ISLAMABAD: The Special Court for the Control of Narcotic Substances (CNS) on Friday charged nine accused, including a former federal minister and the son of an ex-prime minister, in a case related to the misuse of controlled chemical ephedrine.

The CNS judge, Irum Niazi, indicted former federal minister Makhdoom Shahabuddin and Ali Musa Gilani, the son of former Prime Minister Syed Yousuf Raza Gilani, and others in the case.

Those who were charged on Friday included incumbent Director General Health Asad Hafeez, the directors of two pharmaceutical companies, including Ansar Farooq Chaudhry, retired Col Tahirul Wadood Lahoti, Iftikhar Babar and employees of the devolved ministry of health.


Suspects decide to plead not guilty, will stand trial for excess allocation of the chemical to two pharmaceutical companies


The ephedrine case surfaced in March 2011 when the then federal minister Makhdoom Shahabuddin told the National Assembly that the government would investigate the alleged allocation of 9,000 kilogrames of ephedrine to two pharmaceutical companies - Berlex and Danas. According to the rules, a company cannot be allocated more than 500kg of the drug.

After they were indicted, all the nine suspects pleaded not guilty and decided to stand trial. The defence counsel, Abdul Rashid Sheikh, even challenged the court’s jurisdiction saying the case pertained to the drug court. The court directed the prosecution to produce witnesses and evidence from the next hearing on May 12.

The Anti-Narcotics Force (ANF) registered the ephedrine case against the accused after Danas Pharmaceutical Limited and Berlex Lab International were accused of obtaining export quota for the drug in collusion with the health ministry officials, which exceeded the limits fixed by the International Narcotics Control Board (INCB).

In 2010, Ali Musa Gilani was accused of influencing the health ministry officials for allocating a quota of the controlled chemical, reportedly worth Rs70 billion, to two Multan-based pharmaceutical companies.

Other than in the production of medicine, ephedrine is also used to manufacture party drugs. The then Chief Justice of Pakistan Iftikhar Mohammad Chaudhry began hearing the case in early 2012 and said Ali Musa Gilani was also a suspect in the case.

In his statement as the state approver, former director general health Dr Rasheed Jumma had accused both Ali Gilani and Shahabuddin of pressuring him to convert the export quota so that 9,000 kgs of ephedrine could be used for local consumption in 2010.

The two pharmaceutical companies were allocated huge quantities of ephedrine in excess of their quotas and both firms did not keep a record of the consumption of the controlled chemical.

Another accused, Rizwan Khan, former director of Danas Pharmaceuticals, in his statement as the approver claimed the drug was smuggled to Iran through Balochistan which fetched Rs7 billion for the people involved.

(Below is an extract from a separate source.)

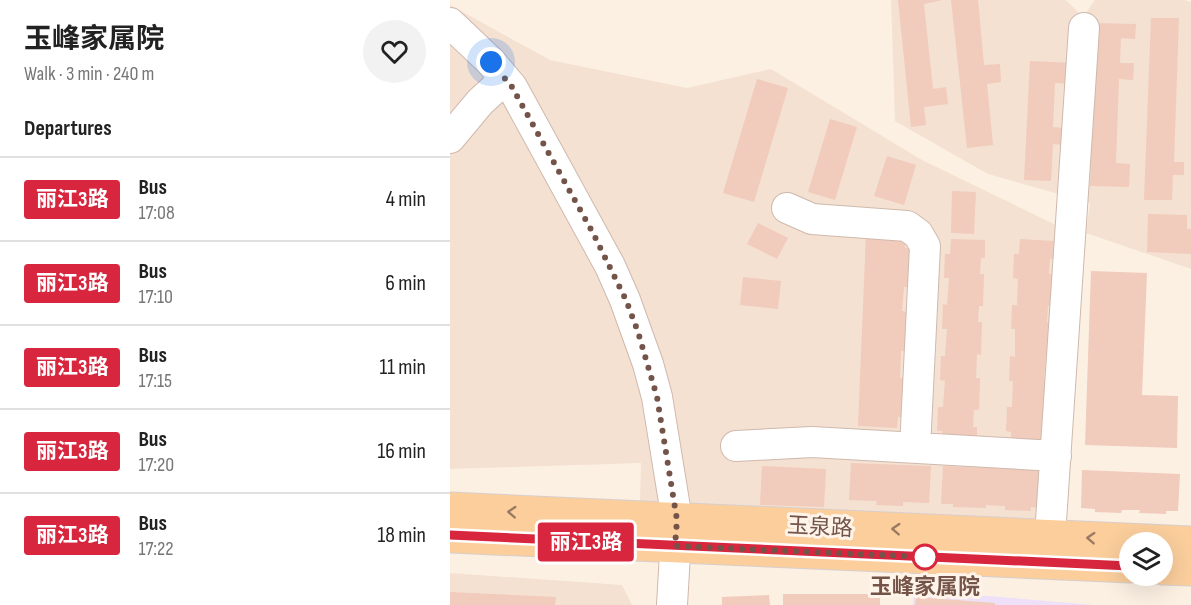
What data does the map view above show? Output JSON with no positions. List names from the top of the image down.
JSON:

Initially, the accused were tried by the CNS court of Rawalpindi but in the light of the verdict passed by the Lahore High Court in 2014 on a petition of the chief executive of Berlex Pharmaceutical, Iftikhar Babar, the judge observed that it did not fall under the territorial jurisdiction of Rawalpindi court. Disposing of the ANF appeal, the Supreme Court remanded the case to the CNS court of Islamabad.

Local PML-N leader Mohammad Hanif Abbasi is also facing trial in the CNS court of Rawalpindi.

Mr Abbasi and his brother Basit Abbasi are facing charges of misuse of 500kg of the controlled chemical which he obtained for his company, Gray Pharmaceutical, in 2010. However, instead of using it in medicine, he is accused of selling it on to narcotics smugglers.

The trial against the Abbasis is in the final stage and seven of the nine witnesses have so far testified in the CNS court.